Pic starts like a dominoer, with two girls, Annie (Sophie Guillemin) and Marie (Isabelle Carre), bumping into a pickpocket in the metro; Marie visiting her mom, Elisabeth (Jeanne Balibar), who wants to store some furniture, and recommending plastic rather than paper sheets; Elisabeth meeting highly-strung bourgeoisie Sophie (Nathalie Baye), who’s on the same errand in a hardware store; Sophie rowing with hubby Xavier (Jean-Pierre Darroussin) in the car home and leaving him to dine out alone; Xavier falling in with a henpecked friend, Franck (Didier Bezace), in a bistro; and Franck, back home, being nagged by his wife, Celine (Nathalie Besancon), about eating fattening foods.
In fact, it’s just an effective device to intro the main characters on the first day (“Monday: Shock Wave”), with Labrune then free to mix and match their fortunes over the next four. Franck makes a pass at Sophie and — in one of the film’s most squirmingly funny scenes — later faces Sophie and Xavier’s polite comments over his set designs for a new play.
Sophie sells Elisabeth a piece of furniture and later feel she has to make amends for giving her the social brush-off. And Elisabeth gets advice on an ongoing curtain problem from a feisty old woman (vet Danielle Darrieux in lively form) she meets while shopping.
Using deliberately inconsequential events to show how the characters endlessly fret over the minutiae of life, Labrune — better known for more serious fare — cheekily leaves the pic open ended, like a symphony that suddenly stops halfway through the last movement. (Last section is just a title, “…/…”) As a result, it’s a film of incidental, rather than rounded, pleasures, with most of them coming from the performances.
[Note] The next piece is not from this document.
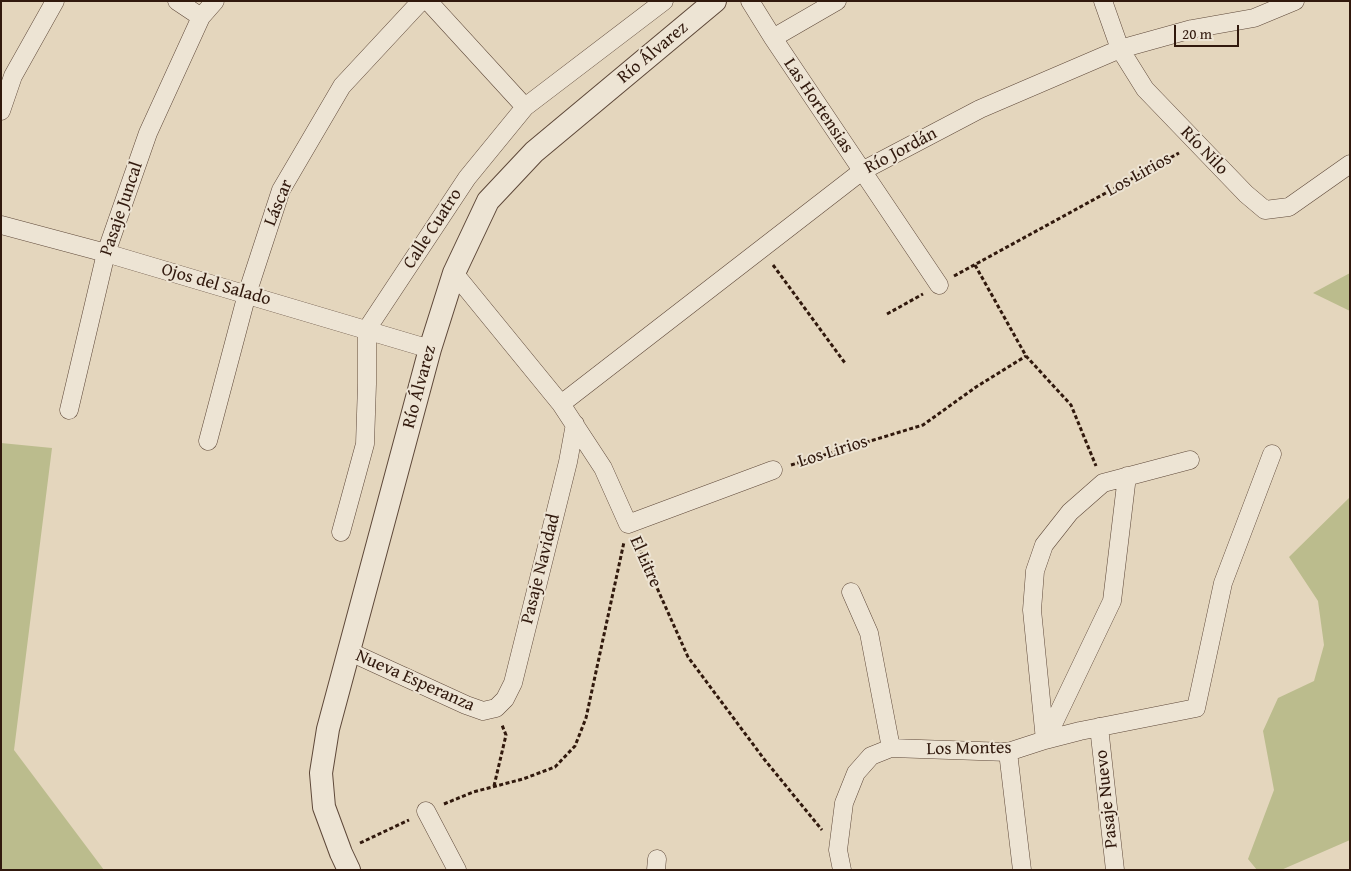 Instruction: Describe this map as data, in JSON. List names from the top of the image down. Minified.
{"streets":{"street":["Río Álvarez","Las Hortensias","Río Jordán","Río Nilo","Láscar","Pasaje Juncal","Calle Cuatro","Ojos del Salado","El Litre","Pasaje Navidad","Nueva Esperanza","Los Montes","Pasaje Nuevo"],"path":["Los Lirios"]},"crossings":[["Río Álvarez","Ojos del Salado"],["Río Álvarez","El Litre"],["Río Álvarez","Nueva Esperanza"],["Las Hortensias","Río Jordán"],["Las Hortensias","Los Lirios"],["Río Jordán","Río Nilo"],["Río Jordán","El Litre"],["Río Nilo","Los Lirios"],["Láscar","Ojos del Salado"],["Pasaje Juncal","Ojos del Salado"],["Calle Cuatro","Ojos del Salado"],["El Litre","Pasaje Navidad"],["El Litre","Los Montes"],["Pasaje Navidad","Nueva Esperanza"],["Los Montes","Pasaje Nuevo"]],"scale_bar":"20 m"}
In the only major male role, Darroussin holds his own in the absurdly comic role — played totally straight — of a man with two separate careers (shrink and chiropractor), under different names, in the same office.
Baye, on a fresh career roll in middle age, is splendid as his tightly wound wife who’s not averse to a bout of sex whenever Xavier drops his trousers; and Balibar, with the meatiest role, is the most sympathetic as a grounded, working woman.
Tech credits are bright and sharp throughout.